> REQUIRED ACTION
Among the lines below, restate word for word only those from the line with "Instruction: Give me" through the line with "Task: Convert the", with both end lines kept.

------------------------------------------------------------------------

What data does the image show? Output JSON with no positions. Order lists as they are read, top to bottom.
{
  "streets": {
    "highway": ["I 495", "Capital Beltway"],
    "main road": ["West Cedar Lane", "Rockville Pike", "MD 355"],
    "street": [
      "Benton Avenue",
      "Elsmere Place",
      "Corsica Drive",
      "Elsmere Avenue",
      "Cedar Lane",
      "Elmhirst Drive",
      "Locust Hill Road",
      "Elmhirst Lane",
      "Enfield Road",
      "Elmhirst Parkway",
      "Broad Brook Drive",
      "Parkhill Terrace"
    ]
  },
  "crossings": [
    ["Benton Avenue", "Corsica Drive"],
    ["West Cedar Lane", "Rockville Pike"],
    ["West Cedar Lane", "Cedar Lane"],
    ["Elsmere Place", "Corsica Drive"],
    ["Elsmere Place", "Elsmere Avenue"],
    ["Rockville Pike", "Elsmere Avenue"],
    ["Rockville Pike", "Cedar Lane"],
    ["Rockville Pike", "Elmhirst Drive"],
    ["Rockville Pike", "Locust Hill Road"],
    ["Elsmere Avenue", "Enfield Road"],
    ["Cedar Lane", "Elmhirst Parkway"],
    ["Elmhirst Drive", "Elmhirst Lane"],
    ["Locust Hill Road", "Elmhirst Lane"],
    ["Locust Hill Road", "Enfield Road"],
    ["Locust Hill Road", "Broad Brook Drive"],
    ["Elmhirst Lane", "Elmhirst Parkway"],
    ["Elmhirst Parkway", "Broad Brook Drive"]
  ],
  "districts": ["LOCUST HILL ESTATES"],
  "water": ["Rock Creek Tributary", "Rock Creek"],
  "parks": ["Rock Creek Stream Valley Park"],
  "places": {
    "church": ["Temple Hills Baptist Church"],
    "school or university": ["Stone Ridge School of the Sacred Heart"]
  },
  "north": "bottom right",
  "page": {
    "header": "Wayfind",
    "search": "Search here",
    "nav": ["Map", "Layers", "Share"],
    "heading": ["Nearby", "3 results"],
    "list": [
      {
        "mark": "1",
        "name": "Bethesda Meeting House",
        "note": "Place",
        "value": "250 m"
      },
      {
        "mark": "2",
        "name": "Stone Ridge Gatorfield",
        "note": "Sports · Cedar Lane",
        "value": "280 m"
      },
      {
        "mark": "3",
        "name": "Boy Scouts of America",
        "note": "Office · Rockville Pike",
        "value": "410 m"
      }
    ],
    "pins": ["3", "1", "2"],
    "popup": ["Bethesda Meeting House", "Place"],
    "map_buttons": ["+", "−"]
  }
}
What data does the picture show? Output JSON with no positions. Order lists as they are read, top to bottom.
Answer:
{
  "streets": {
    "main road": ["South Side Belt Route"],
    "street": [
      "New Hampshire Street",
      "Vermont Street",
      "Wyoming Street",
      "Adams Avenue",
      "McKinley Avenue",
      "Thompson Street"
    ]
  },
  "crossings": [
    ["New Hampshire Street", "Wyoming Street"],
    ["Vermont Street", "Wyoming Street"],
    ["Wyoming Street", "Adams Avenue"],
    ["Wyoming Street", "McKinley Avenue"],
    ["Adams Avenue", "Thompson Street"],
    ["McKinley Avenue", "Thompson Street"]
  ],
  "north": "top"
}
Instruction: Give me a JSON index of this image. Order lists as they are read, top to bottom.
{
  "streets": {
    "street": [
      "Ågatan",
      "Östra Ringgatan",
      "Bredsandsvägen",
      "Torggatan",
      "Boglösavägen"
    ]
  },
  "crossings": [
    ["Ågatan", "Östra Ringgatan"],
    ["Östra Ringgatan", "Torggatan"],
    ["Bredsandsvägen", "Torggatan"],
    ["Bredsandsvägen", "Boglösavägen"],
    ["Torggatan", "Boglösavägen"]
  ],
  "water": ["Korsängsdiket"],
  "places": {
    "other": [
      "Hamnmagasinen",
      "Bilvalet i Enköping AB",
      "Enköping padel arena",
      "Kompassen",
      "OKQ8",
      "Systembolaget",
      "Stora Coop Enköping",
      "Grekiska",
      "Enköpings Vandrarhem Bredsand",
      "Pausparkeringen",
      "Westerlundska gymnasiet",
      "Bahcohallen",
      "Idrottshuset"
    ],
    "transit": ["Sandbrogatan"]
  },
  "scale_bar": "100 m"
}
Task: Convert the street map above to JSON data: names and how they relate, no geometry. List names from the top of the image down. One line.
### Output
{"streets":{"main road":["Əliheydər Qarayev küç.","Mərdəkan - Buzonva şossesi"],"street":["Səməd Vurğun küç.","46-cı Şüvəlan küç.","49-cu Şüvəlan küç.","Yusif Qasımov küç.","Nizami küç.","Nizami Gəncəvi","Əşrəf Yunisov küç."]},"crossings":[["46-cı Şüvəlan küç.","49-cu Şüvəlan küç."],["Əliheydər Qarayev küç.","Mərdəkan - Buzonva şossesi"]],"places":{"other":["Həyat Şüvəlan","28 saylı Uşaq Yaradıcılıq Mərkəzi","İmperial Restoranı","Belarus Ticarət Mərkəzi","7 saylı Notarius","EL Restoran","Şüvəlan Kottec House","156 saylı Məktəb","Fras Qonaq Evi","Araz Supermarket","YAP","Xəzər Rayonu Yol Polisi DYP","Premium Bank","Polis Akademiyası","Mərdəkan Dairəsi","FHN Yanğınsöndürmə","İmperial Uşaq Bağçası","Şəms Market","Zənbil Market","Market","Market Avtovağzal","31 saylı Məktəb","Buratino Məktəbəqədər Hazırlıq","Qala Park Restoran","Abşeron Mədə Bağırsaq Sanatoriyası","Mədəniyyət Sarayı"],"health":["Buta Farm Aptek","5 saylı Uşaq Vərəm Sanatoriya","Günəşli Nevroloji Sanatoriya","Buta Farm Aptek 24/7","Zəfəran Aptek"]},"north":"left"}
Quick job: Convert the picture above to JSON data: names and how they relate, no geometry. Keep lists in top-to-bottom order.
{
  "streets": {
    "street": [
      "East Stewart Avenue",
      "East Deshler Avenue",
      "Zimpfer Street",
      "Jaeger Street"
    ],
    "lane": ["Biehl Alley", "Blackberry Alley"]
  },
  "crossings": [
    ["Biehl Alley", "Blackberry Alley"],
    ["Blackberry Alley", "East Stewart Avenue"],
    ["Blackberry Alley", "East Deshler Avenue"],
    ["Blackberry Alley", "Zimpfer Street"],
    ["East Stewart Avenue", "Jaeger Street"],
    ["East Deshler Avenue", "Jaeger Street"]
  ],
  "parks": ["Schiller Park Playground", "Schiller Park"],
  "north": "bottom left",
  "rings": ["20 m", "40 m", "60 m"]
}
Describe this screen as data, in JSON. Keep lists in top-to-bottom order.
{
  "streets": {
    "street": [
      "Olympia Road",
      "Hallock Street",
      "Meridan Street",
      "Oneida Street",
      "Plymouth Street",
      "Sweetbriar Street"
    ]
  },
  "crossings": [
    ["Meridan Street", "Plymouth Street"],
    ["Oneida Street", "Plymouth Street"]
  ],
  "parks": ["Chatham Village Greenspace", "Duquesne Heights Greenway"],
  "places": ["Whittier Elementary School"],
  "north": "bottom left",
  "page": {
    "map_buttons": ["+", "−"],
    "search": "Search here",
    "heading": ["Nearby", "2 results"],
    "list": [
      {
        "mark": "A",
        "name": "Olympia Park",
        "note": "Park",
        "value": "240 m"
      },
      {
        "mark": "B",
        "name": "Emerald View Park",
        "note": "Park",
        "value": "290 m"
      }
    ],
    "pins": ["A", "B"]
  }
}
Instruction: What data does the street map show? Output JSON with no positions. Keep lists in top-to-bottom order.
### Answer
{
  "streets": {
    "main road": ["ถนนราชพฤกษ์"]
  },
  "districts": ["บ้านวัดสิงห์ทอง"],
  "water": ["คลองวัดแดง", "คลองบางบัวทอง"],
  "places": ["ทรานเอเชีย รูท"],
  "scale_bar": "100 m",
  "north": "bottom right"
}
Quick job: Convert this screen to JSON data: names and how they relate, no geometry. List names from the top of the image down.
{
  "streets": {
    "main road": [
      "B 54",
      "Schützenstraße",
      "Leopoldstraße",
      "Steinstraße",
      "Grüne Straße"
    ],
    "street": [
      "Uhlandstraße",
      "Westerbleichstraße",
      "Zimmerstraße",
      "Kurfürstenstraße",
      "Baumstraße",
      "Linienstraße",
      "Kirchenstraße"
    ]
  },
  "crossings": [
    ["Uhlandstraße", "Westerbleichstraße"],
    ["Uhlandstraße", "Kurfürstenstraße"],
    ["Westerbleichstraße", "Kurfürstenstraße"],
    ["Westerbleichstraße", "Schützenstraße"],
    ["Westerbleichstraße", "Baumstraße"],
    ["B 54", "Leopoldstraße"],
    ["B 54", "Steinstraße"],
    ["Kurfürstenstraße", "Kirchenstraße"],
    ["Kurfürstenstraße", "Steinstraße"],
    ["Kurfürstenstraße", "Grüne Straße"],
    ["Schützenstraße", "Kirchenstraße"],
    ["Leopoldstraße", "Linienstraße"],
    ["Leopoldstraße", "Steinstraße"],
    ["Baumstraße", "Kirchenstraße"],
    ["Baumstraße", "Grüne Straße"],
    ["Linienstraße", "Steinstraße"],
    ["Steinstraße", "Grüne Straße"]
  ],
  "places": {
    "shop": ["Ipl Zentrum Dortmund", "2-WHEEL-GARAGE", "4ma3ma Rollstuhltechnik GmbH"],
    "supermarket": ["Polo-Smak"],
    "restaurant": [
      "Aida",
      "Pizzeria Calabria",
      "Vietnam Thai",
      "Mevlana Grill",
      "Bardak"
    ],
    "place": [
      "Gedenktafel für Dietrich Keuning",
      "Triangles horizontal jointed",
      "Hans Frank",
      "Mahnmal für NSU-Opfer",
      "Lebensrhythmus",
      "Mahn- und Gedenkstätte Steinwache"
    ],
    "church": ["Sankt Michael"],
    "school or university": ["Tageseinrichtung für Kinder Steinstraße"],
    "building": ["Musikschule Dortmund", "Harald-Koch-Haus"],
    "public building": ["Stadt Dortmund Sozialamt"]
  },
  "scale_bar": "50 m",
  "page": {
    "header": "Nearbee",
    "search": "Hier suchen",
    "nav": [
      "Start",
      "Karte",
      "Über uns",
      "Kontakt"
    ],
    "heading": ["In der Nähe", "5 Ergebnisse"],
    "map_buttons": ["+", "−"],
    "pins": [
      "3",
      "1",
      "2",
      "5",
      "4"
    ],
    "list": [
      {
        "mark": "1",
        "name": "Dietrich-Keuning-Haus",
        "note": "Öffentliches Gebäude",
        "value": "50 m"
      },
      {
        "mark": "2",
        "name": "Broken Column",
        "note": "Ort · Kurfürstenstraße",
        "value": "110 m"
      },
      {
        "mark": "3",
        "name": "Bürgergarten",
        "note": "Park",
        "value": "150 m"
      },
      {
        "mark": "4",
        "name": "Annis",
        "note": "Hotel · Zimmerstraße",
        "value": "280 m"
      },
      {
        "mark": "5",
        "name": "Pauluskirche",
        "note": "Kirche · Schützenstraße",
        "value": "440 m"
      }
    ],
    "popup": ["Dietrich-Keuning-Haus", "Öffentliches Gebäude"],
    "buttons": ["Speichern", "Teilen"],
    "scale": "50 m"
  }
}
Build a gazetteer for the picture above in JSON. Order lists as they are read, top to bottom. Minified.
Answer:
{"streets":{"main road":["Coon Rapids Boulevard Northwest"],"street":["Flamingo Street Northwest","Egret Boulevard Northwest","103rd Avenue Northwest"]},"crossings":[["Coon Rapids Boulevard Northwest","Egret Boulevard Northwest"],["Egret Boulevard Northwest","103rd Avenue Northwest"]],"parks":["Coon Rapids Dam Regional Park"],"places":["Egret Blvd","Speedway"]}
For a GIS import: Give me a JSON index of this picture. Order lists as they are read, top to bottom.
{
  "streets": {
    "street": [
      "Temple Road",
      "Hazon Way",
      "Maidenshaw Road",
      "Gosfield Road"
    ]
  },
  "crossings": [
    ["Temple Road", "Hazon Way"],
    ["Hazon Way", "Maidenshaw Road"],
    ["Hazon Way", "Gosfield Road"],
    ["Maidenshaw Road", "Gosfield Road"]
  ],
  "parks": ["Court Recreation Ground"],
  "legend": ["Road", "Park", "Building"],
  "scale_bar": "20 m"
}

------------------------------------------------------------------------

> ANSWER TO THIS EXERCISE
Instruction: Give me a JSON index of this image. Order lists as they are read, top to bottom.
{
  "streets": {
    "street": [
      "Ågatan",
      "Östra Ringgatan",
      "Bredsandsvägen",
      "Torggatan",
      "Boglösavägen"
    ]
  },
  "crossings": [
    ["Ågatan", "Östra Ringgatan"],
    ["Östra Ringgatan", "Torggatan"],
    ["Bredsandsvägen", "Torggatan"],
    ["Bredsandsvägen", "Boglösavägen"],
    ["Torggatan", "Boglösavägen"]
  ],
  "water": ["Korsängsdiket"],
  "places": {
    "other": [
      "Hamnmagasinen",
      "Bilvalet i Enköping AB",
      "Enköping padel arena",
      "Kompassen",
      "OKQ8",
      "Systembolaget",
      "Stora Coop Enköping",
      "Grekiska",
      "Enköpings Vandrarhem Bredsand",
      "Pausparkeringen",
      "Westerlundska gymnasiet",
      "Bahcohallen",
      "Idrottshuset"
    ],
    "transit": ["Sandbrogatan"]
  },
  "scale_bar": "100 m"
}
Task: Convert the street map above to JSON data: names and how they relate, no geometry. List names from the top of the image down. One line.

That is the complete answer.